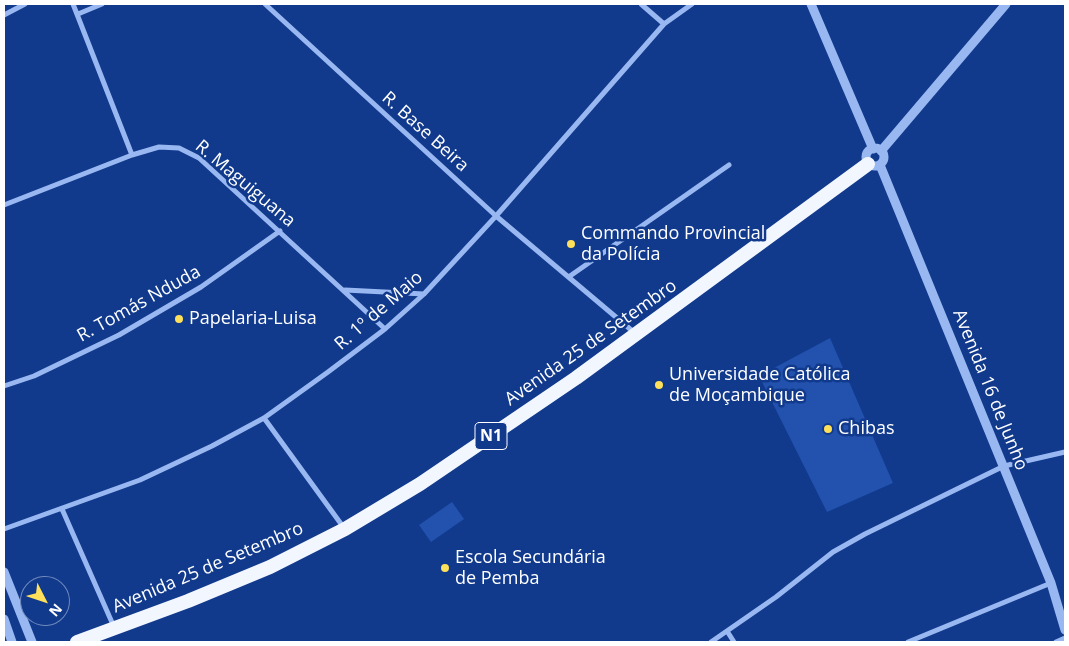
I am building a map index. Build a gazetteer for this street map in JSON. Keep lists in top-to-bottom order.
{
  "streets": {
    "highway": ["Avenida 25 de Setembro", "N1"],
    "street": [
      "R. Base Beira",
      "R. Maguiguana",
      "R. Tomás Nduda",
      "R. 1º de Maio",
      "Avenida 16 de Junho"
    ]
  },
  "crossings": [
    ["R. Base Beira", "R. 1º de Maio"],
    ["R. Base Beira", "Avenida 25 de Setembro"],
    ["R. Maguiguana", "R. Tomás Nduda"],
    ["R. Maguiguana", "R. 1º de Maio"],
    ["Avenida 25 de Setembro", "Avenida 16 de Junho"]
  ],
  "places": [
    "Commando Provincial da Polícia",
    "Papelaria-Luisa",
    "Universidade Católica de Moçambique",
    "Chibas",
    "Escola Secundária de Pemba"
  ],
  "north": "bottom right"
}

· · · · · · ·

• Work required
Could you write out the records again exactly, without any of their pictures?

• Written response
I am building a map index. Build a gazetteer for this street map in JSON. Keep lists in top-to-bottom order.
{
  "streets": {
    "highway": ["Avenida 25 de Setembro", "N1"],
    "street": [
      "R. Base Beira",
      "R. Maguiguana",
      "R. Tomás Nduda",
      "R. 1º de Maio",
      "Avenida 16 de Junho"
    ]
  },
  "crossings": [
    ["R. Base Beira", "R. 1º de Maio"],
    ["R. Base Beira", "Avenida 25 de Setembro"],
    ["R. Maguiguana", "R. Tomás Nduda"],
    ["R. Maguiguana", "R. 1º de Maio"],
    ["Avenida 25 de Setembro", "Avenida 16 de Junho"]
  ],
  "places": [
    "Commando Provincial da Polícia",
    "Papelaria-Luisa",
    "Universidade Católica de Moçambique",
    "Chibas",
    "Escola Secundária de Pemba"
  ],
  "north": "bottom right"
}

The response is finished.